Copy out all lines from the entries below in which "strong" occurs.

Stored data
<<<<

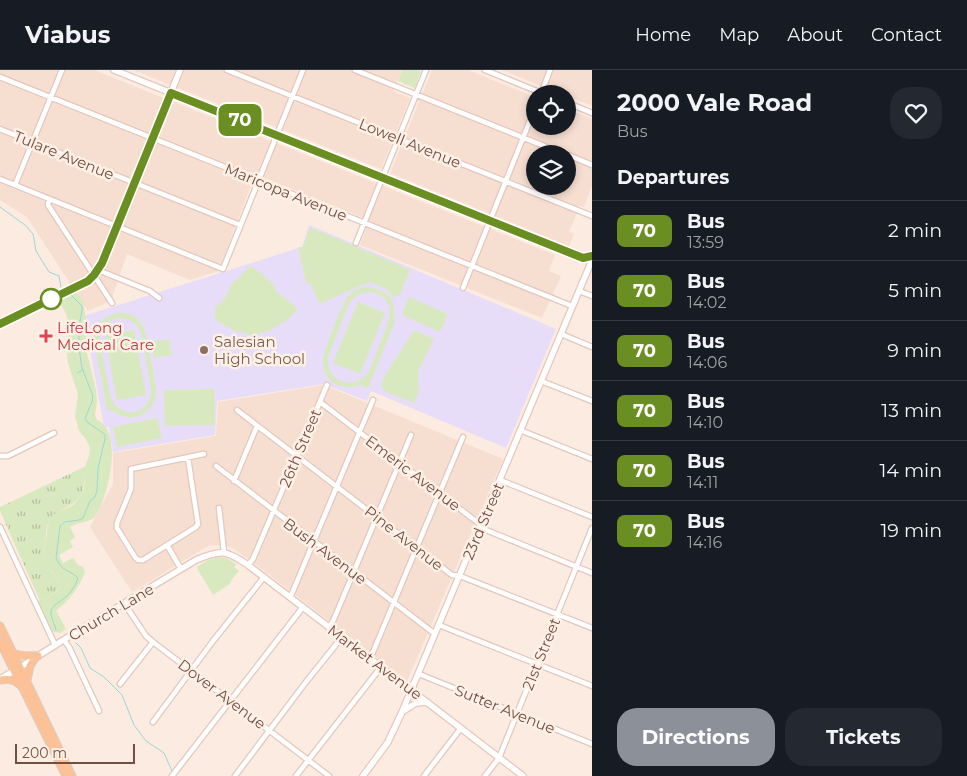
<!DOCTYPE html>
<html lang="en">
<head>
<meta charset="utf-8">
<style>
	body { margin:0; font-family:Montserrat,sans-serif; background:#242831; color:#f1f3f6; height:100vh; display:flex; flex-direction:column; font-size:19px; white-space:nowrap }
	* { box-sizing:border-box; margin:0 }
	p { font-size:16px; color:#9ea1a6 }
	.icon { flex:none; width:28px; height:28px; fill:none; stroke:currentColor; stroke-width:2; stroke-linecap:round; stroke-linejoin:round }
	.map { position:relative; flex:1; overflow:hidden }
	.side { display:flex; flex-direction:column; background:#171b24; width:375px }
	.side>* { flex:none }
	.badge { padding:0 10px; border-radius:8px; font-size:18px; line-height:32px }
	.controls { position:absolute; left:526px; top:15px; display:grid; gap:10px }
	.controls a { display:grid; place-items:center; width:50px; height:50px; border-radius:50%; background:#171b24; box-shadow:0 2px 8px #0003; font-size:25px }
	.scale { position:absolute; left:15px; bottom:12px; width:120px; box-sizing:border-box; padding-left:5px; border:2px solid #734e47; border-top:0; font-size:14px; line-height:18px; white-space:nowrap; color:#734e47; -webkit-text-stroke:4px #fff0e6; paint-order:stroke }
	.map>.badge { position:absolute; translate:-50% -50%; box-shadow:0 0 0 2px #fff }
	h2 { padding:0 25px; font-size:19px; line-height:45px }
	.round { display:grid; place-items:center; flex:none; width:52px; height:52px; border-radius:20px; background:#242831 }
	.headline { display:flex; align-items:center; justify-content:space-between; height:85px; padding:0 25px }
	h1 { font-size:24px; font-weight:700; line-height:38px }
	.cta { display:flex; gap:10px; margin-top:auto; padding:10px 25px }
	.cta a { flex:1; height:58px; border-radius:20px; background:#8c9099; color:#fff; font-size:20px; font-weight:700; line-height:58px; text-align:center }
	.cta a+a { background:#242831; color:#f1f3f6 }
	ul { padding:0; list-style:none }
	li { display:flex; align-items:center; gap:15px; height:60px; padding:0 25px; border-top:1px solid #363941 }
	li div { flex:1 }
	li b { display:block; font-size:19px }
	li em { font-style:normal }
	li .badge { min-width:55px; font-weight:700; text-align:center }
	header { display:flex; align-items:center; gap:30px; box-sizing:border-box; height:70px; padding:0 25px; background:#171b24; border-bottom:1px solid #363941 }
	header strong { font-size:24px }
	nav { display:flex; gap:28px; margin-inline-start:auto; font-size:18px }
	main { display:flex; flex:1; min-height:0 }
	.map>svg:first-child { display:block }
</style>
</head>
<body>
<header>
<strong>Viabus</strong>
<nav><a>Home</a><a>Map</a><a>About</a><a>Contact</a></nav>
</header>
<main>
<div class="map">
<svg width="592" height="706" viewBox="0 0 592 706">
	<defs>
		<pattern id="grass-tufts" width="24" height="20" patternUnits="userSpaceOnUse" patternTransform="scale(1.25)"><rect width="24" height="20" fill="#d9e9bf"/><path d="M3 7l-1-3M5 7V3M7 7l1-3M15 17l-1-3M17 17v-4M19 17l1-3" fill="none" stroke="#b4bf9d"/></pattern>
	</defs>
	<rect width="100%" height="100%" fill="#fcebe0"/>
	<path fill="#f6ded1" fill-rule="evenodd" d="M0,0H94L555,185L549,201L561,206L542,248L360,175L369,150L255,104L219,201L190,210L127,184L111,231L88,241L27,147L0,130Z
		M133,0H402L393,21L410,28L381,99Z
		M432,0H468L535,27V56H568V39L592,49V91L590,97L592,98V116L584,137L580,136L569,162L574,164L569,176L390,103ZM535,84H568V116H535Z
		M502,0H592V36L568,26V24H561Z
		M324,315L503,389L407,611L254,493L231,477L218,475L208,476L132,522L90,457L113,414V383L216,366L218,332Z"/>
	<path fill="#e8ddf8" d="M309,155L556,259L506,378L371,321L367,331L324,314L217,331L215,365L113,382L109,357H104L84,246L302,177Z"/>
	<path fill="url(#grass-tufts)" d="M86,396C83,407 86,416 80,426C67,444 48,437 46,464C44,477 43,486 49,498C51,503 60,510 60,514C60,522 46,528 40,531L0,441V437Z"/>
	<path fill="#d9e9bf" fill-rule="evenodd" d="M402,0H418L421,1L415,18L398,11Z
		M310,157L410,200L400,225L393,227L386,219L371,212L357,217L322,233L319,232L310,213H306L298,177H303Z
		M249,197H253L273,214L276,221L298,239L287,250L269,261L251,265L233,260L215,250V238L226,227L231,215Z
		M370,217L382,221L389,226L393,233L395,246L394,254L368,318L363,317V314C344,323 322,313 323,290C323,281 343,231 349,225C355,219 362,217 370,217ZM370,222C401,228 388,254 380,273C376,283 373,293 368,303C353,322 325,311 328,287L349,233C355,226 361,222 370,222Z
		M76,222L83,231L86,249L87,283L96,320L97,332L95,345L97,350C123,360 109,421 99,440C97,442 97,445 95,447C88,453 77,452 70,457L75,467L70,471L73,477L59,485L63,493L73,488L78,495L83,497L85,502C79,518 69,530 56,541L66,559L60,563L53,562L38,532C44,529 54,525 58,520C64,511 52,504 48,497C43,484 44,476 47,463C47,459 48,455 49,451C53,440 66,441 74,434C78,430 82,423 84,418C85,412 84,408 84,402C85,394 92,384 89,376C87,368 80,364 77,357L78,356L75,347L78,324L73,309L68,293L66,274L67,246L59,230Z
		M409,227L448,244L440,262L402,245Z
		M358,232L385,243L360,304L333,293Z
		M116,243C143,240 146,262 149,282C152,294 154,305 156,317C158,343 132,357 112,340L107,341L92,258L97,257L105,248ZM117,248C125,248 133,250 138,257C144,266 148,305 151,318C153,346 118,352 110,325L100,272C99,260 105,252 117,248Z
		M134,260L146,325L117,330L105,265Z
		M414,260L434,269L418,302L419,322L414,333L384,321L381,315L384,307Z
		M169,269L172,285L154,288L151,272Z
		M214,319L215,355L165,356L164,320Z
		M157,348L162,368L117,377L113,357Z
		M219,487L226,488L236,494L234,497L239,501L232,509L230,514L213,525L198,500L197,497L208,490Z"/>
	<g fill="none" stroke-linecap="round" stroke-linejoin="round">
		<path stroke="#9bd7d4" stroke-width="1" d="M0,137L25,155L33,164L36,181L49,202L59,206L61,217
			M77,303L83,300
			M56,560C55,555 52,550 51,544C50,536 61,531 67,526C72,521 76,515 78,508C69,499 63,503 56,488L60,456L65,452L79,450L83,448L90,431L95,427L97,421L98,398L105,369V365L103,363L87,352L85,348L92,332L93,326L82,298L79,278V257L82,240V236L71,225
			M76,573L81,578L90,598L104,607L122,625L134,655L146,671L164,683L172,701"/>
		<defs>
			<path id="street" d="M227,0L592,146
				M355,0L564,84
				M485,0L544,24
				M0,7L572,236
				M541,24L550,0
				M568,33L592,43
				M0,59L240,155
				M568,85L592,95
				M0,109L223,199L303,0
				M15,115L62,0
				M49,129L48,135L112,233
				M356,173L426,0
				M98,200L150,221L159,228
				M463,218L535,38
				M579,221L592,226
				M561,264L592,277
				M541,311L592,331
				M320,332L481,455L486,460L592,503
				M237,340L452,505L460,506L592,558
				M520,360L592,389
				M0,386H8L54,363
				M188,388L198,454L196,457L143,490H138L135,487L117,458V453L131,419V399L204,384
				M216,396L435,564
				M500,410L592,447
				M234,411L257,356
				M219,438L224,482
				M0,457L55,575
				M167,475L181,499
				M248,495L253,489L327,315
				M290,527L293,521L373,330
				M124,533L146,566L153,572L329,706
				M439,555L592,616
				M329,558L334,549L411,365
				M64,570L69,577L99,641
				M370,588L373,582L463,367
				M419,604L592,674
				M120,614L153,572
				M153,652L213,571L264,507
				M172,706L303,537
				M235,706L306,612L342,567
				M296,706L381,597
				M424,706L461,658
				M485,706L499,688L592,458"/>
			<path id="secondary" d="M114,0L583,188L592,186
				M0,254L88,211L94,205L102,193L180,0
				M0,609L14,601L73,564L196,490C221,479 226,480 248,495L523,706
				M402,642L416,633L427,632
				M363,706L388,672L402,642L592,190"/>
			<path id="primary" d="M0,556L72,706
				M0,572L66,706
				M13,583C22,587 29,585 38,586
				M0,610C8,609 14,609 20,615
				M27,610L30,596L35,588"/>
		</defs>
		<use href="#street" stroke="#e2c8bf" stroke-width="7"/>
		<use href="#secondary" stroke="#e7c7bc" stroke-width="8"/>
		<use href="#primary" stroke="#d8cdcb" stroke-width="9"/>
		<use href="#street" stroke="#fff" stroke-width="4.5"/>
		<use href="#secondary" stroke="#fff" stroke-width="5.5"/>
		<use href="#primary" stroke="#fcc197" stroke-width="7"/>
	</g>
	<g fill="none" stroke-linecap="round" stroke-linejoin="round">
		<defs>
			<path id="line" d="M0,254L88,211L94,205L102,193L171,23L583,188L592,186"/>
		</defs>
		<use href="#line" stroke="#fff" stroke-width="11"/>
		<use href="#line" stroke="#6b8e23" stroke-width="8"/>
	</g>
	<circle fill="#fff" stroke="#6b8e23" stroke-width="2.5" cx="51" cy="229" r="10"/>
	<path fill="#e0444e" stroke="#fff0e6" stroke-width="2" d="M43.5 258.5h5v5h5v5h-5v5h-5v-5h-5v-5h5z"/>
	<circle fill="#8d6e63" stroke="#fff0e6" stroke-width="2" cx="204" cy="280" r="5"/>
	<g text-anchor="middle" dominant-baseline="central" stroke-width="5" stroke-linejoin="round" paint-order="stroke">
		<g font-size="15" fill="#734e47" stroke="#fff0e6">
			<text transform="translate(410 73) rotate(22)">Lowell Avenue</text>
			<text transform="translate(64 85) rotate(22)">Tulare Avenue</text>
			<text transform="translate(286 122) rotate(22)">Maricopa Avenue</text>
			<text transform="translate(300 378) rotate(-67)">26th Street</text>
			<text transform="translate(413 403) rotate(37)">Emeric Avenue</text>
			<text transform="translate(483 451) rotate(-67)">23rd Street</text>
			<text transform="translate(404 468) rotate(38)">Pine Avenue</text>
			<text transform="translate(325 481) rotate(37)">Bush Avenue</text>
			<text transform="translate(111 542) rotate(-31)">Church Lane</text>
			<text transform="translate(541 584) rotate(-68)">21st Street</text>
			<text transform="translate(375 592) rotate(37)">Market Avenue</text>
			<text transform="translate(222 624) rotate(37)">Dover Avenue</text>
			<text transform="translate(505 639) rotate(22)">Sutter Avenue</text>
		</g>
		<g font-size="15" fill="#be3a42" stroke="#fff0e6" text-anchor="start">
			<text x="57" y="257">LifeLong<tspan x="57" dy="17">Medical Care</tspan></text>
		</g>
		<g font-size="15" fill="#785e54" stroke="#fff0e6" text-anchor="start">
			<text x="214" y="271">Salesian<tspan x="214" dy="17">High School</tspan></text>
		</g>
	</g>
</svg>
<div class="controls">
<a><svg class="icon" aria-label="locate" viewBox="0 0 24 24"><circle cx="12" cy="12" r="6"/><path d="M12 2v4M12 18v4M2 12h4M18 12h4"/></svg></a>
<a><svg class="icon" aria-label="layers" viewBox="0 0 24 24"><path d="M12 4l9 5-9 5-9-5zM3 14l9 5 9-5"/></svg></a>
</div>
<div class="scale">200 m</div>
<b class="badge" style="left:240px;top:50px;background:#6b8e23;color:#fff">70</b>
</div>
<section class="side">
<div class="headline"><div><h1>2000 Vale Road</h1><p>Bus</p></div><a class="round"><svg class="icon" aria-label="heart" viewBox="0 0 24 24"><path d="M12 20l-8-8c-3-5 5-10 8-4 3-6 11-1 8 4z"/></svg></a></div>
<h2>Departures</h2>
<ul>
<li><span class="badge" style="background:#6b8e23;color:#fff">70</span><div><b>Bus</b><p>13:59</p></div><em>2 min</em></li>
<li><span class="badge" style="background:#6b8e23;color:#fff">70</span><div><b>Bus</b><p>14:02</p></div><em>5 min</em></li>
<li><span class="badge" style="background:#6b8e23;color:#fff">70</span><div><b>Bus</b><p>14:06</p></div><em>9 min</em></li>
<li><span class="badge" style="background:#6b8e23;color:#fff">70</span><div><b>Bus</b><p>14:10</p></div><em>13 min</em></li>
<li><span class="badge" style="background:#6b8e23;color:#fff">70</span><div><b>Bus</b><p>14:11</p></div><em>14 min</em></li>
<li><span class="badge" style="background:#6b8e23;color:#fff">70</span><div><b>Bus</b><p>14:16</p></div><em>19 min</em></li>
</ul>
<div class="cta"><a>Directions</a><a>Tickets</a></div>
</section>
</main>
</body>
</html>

>>>>

■ **YOUR SOLUTION**:
	header strong { font-size:24px }
<strong>Viabus</strong>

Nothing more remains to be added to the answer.